Hungarian mosaicist and stained glass artist

Miksa Róth (26 December 1865 - 14 June 1944) was a Hungarian mosaicist and stained glass artist responsible for making mosaic and stained glass prominent art forms in Hungarian art. In part, Róth was inspired by the work of Pre-Raphaelite artists Edward Burne-Jones and William Morris.

Róth apprenticed at his father, Zsigmond Róth's leaded stained glass studio. Starting a business in 1885, he would make commissions for a number of buildings, largely in Budapest, including the Hungarian Parliament Building and the Buda Castle. Róth also received a number of commissions outside the country as well, for example the National Theatre of Mexico.

Róth started his first workshop in 1885, but he didn't become famous until ten years later when the Hungarian Millennial Exhibition took place in 1896. During that time, he was given the important task of creating stained-glass artworks for the Parliament building. The talent for working with glass was something Róth inherited from his family, who had been skilled in this art for many generations.

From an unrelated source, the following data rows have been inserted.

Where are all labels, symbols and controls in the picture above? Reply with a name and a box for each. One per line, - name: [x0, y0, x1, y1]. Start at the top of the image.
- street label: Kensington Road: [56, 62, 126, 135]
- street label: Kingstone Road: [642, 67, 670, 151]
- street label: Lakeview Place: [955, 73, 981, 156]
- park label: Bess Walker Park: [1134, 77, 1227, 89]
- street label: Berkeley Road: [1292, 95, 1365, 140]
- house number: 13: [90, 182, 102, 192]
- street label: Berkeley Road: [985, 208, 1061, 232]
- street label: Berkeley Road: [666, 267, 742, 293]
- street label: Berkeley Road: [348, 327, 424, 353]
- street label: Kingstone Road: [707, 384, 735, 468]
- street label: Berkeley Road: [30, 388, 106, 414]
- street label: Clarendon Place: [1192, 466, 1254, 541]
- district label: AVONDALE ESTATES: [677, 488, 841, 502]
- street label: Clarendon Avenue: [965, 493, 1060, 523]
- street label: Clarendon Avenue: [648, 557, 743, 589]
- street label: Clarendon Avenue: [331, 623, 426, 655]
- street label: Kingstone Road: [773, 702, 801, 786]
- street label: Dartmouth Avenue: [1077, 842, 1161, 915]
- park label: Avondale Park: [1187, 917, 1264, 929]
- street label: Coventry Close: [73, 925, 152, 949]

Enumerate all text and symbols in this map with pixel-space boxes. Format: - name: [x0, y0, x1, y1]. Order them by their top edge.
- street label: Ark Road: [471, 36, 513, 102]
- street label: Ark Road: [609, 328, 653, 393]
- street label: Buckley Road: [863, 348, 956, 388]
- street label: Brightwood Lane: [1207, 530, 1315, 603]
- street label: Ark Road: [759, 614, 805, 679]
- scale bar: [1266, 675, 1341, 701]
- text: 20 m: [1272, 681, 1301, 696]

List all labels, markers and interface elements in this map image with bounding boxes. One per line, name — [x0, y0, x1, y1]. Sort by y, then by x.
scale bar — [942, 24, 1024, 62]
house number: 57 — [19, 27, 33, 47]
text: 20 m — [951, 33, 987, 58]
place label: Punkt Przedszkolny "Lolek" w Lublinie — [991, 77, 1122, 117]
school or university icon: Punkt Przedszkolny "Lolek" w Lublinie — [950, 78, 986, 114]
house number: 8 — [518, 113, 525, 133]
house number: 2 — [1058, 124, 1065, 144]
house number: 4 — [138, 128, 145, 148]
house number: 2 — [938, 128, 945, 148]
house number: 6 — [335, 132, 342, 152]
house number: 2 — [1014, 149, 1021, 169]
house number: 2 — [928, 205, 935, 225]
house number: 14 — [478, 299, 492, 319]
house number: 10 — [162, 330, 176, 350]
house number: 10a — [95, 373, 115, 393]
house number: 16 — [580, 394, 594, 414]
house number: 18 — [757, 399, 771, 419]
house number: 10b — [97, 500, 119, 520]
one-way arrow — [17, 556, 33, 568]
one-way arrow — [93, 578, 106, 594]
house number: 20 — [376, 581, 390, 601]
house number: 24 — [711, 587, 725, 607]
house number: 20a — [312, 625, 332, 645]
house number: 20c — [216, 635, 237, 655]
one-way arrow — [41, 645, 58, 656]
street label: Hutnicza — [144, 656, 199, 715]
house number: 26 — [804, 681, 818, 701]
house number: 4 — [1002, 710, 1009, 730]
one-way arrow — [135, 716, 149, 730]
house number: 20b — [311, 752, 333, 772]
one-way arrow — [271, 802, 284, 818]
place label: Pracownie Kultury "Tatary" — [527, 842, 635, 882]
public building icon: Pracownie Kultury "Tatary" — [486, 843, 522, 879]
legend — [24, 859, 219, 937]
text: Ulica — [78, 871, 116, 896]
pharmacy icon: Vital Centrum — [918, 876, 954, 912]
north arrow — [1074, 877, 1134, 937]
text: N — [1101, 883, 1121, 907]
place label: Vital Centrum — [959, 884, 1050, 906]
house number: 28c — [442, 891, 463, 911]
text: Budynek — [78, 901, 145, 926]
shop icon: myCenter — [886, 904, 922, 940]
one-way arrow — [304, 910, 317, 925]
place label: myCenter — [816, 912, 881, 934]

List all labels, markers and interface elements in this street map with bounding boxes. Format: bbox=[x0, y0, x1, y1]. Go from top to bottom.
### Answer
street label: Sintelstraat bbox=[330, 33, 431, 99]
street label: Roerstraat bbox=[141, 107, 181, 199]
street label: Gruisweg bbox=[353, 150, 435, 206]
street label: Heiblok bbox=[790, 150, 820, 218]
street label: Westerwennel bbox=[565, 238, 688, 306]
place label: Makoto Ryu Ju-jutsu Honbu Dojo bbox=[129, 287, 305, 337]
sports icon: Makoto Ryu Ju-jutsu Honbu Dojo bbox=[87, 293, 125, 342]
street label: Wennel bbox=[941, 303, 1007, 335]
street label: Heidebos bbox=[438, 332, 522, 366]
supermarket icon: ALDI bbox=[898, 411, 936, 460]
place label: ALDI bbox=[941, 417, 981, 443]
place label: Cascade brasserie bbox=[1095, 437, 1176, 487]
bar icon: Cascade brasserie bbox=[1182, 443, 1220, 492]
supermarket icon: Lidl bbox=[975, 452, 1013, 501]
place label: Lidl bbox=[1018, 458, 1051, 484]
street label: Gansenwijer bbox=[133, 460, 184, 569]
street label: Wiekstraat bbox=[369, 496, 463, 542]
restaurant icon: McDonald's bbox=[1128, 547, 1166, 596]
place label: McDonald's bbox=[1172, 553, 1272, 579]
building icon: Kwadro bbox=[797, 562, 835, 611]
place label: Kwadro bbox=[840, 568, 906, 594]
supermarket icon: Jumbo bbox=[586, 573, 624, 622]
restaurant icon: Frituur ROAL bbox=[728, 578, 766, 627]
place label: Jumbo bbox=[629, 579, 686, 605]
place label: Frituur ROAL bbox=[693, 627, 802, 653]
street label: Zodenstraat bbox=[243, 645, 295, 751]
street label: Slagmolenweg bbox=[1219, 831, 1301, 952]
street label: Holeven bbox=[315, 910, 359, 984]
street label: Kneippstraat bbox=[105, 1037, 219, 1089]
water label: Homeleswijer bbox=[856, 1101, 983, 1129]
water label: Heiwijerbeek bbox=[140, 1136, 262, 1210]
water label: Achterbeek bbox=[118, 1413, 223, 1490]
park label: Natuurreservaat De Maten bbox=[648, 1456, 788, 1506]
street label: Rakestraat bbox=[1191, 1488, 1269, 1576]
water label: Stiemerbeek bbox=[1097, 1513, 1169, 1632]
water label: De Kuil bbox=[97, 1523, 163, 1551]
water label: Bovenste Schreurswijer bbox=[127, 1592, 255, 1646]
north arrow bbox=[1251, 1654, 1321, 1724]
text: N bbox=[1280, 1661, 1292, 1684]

The young boy worked as an apprentice in his father's workshop, where he learned how to stain glass and make tempered glass. The first buildings he worked on were the Bobula Palace on Andrássy út and the Hall of Industry for the Millennial Exhibition. Unfortunately, these buildings were later destroyed during World War II.

Róth designed the Art Nouveau stained glass windows of the Kazinczy Street Synagogue.

== Early life ==
Miksa Róth was born in Pest in 1865. Both his father and grandfather were glassworkers, and Miksa followed in their footsteps. To enhance his skills, he traveled to different countries on a study tour to learn from renowned glass masters. At the age of 20, he began working independently while also collaborating with famous artists from various fields. In recognition of his talent, he was honored by the Emperor and King and became a Royal Court artist. In 1911, he established his own studio at Nefelejcs Street 26, which is now the Memorial House where he and his family resided.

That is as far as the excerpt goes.